Монголка подхватила большущую санитарную сумку. А из блиндажа поднялась с видом немыслимого… даже чуть усталого достоинства. Будто раз сто принимала роды… Высокомерно кивнула мальчишке:
- Пойдём.
Пацан заметно растерялся. Захлопал глазами:
- Это… ты, что ли, врач?.. Ты… что ли, – умеешь?
-Умею. Тебе сказано: дорогу показывай.
Назад, в подразделение, медсестру привёз дед Степан, старый проходчик с шахты «Новосёловская». Сокрушённо кивнул на порядком изрешеченную белую «девятку»:
- Насилу завёл. Она у меня боевая: два раза под осколки попадала. Я на ней мужикам на позиции хлеб доставляю… и прочую провизию – из наших погребов. – Дед Степан поклонился бойцам: – Вам спасибо, ребятки, за сестричку вашу.
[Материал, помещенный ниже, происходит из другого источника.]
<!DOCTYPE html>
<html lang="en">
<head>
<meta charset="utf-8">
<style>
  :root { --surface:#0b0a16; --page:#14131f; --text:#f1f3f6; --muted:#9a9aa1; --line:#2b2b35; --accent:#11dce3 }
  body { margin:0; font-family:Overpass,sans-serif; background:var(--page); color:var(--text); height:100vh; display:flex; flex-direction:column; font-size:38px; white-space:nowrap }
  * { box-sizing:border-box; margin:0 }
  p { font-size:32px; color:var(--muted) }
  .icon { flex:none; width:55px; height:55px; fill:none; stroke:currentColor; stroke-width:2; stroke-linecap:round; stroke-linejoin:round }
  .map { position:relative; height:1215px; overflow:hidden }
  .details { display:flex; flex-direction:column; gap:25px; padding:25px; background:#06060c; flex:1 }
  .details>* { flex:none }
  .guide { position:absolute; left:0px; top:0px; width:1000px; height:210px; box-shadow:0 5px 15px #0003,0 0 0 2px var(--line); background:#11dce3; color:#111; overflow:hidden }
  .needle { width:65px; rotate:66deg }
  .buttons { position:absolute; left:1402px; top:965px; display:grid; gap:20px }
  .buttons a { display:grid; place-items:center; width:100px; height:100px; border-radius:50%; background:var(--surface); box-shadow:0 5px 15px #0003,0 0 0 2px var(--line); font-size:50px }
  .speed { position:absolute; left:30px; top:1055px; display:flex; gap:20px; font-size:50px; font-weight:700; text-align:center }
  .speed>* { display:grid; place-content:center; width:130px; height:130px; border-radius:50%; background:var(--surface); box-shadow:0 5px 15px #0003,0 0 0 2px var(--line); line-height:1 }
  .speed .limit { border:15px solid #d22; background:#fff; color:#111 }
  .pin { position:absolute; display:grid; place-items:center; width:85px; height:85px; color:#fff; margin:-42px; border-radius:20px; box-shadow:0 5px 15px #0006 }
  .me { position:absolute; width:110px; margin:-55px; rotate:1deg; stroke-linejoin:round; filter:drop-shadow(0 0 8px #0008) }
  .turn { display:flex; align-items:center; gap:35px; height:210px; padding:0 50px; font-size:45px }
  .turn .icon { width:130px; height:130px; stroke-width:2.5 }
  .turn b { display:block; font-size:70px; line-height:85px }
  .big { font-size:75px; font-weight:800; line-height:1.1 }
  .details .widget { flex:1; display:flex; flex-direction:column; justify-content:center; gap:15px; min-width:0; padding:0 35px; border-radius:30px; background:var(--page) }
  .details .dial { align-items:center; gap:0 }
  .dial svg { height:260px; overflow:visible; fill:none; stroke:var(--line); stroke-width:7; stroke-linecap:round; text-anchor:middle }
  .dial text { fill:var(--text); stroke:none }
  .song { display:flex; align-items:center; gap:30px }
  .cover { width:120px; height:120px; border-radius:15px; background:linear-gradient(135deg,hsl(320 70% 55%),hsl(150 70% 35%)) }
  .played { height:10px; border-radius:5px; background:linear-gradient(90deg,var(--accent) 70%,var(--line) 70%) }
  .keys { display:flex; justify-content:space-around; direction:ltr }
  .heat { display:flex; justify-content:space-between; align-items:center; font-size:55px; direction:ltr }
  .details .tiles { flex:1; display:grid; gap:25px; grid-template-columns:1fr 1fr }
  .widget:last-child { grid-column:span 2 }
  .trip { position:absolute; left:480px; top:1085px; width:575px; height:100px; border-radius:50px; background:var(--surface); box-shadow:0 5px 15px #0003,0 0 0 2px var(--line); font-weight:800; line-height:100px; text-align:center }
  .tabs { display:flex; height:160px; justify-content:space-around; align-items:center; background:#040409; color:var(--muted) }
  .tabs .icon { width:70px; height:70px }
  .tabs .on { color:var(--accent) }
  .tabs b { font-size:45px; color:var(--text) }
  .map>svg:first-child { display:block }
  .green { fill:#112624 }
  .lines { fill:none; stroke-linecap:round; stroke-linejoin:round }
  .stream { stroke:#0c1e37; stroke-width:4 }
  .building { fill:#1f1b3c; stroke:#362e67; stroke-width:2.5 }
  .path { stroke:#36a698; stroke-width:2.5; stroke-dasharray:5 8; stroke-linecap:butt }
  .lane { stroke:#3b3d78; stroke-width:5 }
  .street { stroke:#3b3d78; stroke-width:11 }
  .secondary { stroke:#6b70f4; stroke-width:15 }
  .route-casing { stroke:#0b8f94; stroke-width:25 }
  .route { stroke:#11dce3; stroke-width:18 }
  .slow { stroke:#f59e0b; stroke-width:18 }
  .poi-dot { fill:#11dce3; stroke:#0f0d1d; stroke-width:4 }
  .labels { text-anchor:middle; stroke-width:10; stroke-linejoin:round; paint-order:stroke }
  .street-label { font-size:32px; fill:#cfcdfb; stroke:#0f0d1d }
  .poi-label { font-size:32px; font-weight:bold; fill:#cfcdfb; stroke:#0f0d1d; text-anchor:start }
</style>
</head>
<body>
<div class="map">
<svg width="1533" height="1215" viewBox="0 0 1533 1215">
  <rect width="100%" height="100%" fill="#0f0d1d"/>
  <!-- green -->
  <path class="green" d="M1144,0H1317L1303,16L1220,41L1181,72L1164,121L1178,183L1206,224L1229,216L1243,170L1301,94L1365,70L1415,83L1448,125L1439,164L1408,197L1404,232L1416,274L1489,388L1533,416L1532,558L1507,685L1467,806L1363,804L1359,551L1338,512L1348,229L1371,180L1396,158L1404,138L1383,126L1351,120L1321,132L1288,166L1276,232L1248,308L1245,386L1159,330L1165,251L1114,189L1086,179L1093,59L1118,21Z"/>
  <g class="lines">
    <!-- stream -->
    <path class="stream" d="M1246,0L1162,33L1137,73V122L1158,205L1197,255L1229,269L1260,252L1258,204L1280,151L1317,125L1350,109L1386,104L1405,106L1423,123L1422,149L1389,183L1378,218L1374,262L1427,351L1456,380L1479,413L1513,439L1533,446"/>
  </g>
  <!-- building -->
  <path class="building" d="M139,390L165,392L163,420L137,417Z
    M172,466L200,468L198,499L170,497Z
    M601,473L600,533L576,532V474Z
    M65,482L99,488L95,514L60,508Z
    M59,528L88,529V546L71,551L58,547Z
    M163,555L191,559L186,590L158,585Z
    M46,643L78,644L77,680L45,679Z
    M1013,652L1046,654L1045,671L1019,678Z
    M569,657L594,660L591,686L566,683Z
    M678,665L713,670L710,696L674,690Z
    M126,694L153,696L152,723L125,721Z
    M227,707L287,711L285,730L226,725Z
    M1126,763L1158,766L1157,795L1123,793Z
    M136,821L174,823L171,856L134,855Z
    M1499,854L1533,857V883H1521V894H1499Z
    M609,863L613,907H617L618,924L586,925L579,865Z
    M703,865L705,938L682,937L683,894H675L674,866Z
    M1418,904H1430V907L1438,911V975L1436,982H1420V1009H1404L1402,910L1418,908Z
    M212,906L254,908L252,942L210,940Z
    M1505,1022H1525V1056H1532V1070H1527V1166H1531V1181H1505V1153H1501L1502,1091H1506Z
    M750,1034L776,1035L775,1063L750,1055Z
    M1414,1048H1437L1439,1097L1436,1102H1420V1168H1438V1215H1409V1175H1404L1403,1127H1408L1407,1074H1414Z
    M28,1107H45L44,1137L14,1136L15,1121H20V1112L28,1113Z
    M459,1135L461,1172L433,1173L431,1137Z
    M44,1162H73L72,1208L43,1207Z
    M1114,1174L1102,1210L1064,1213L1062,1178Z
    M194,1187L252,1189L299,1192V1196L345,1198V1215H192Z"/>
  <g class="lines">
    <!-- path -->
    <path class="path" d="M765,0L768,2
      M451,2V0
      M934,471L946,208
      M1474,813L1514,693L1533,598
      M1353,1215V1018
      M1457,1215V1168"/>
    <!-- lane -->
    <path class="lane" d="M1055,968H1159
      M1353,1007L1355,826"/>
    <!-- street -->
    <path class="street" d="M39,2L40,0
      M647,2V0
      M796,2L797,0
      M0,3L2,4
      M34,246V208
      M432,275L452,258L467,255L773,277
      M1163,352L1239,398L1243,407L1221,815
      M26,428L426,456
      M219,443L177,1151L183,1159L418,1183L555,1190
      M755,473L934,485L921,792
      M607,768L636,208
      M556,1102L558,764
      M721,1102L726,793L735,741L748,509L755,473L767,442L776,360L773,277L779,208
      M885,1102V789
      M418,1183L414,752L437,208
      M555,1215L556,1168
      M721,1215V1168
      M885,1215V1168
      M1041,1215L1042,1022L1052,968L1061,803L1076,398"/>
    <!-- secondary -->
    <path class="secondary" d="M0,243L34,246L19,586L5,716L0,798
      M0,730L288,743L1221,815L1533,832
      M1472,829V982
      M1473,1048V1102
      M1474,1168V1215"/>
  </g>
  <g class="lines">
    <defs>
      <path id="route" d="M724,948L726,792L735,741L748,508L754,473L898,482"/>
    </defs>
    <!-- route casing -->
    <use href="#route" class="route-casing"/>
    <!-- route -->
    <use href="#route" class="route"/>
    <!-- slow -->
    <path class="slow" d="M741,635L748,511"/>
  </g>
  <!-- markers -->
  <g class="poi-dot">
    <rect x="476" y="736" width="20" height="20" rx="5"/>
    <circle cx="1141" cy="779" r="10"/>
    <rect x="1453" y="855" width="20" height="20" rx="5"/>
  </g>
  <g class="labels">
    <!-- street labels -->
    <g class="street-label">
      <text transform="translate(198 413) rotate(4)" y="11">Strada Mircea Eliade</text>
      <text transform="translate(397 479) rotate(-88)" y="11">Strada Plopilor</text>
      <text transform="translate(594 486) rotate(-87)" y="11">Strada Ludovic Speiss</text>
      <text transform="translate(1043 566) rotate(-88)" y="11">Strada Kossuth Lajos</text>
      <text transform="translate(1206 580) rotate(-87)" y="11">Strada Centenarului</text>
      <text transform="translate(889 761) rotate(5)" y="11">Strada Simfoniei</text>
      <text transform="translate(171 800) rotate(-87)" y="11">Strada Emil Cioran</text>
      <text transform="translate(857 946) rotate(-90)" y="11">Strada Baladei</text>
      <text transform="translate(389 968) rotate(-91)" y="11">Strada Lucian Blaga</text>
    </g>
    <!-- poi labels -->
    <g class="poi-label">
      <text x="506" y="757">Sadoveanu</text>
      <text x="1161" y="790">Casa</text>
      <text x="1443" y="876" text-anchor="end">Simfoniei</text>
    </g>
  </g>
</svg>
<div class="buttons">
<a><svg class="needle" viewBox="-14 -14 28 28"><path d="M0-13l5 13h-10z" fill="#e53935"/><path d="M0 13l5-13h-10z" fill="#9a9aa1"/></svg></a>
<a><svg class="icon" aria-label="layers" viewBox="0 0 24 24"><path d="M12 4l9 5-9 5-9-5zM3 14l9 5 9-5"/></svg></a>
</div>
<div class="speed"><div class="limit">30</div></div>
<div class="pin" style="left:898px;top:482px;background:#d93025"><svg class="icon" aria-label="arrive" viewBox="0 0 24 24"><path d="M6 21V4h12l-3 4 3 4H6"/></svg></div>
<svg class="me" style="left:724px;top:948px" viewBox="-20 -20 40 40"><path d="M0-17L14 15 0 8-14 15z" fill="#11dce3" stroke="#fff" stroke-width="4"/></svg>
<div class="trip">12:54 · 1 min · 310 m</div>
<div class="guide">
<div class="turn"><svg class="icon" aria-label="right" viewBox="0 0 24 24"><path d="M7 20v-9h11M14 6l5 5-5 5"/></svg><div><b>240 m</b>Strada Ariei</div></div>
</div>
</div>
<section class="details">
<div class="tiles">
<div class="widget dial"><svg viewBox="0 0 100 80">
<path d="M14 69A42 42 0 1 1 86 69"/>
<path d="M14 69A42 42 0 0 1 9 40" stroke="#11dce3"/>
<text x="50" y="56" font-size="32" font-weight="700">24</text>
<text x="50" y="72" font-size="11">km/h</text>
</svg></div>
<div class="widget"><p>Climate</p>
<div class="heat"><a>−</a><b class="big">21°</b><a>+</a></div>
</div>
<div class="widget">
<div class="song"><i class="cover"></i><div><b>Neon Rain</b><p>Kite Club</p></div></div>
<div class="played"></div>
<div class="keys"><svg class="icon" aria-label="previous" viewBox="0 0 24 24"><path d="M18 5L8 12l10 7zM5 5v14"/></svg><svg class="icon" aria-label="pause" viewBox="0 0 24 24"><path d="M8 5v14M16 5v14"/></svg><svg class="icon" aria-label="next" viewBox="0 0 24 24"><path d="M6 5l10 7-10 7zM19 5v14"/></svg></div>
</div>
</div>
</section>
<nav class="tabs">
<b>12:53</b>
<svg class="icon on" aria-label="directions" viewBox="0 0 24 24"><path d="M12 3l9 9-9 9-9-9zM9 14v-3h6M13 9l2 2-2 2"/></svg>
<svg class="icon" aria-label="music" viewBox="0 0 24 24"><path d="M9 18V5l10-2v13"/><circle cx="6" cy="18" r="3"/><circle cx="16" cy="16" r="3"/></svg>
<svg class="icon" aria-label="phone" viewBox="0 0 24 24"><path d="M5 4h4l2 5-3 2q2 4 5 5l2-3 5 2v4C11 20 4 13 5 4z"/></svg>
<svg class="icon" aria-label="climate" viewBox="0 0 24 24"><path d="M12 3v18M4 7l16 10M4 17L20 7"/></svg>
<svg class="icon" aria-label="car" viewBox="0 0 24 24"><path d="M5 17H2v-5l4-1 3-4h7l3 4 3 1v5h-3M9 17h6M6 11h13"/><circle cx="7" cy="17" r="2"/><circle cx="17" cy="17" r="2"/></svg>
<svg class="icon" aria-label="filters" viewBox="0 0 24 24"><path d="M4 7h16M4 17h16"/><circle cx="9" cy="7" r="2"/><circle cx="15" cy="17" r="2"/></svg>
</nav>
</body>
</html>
Справилась девчоночка, – помогла Настёне, всё, как надо, сделала. Парнишку родила Настюха наша.Мы соседи, на одной улице живём.
Вечером, когда ужинали, Монголка поставила на стол миску с пирожками:
- Галина Павловна, жена деда Степана, сказала – бойцов угостить. Чтоб за здоровье матери и малого.
И вдруг уронила голову на стол. Плечики её затряслись.
Мужики притихли.
Командир поднялся, подошёл к Монголке. Бережно опустил ладонь на короткие тёмные волосы:
- Устала, дочка…
Монголка подняла глаза:
-Дома… красивые такие… Все – разбитые… Ни одного уцелевшего нет. Как у нас… в Светлодольском. И шахта затоплена, где батя работал…
- Так войне-то, Марья… Десять лет, считай. Ты покушай, – нынче макароны по-флотски знатные. С салатиком, – Андрюха, повар наш, постарался. Поешь, и – спать. Ты у нас сегодня победительница: пацан родился – благодаря тебе. Это дело серьёзное.
- Дома разбитые… и колодцы. В садах яблони и абрикосы обугленные…
Спать Монголка не пошла.
До полуночи сидела на бревне у блиндажа, прислушивалась к канонаде на том берегу.
Толик Иванцов молча присел рядом с ней.
Через несколько дней Тоха с мужиками отправились за Парамонову балку – набрать криничной воды. Иванцов, как местный житель, знал наперечёт все здешние криницы. Возвращались по степной дороге. Толик положил руку на плечо водителя:
- Сань, останови.
Санька удивлённо оглянулся.
Тоха кивнул на обочину:
-Смотри. И лапу подняла: словно просит, чтоб мы остановились и с собой её взяли.
В зарослях мятлика – крошечный щенок.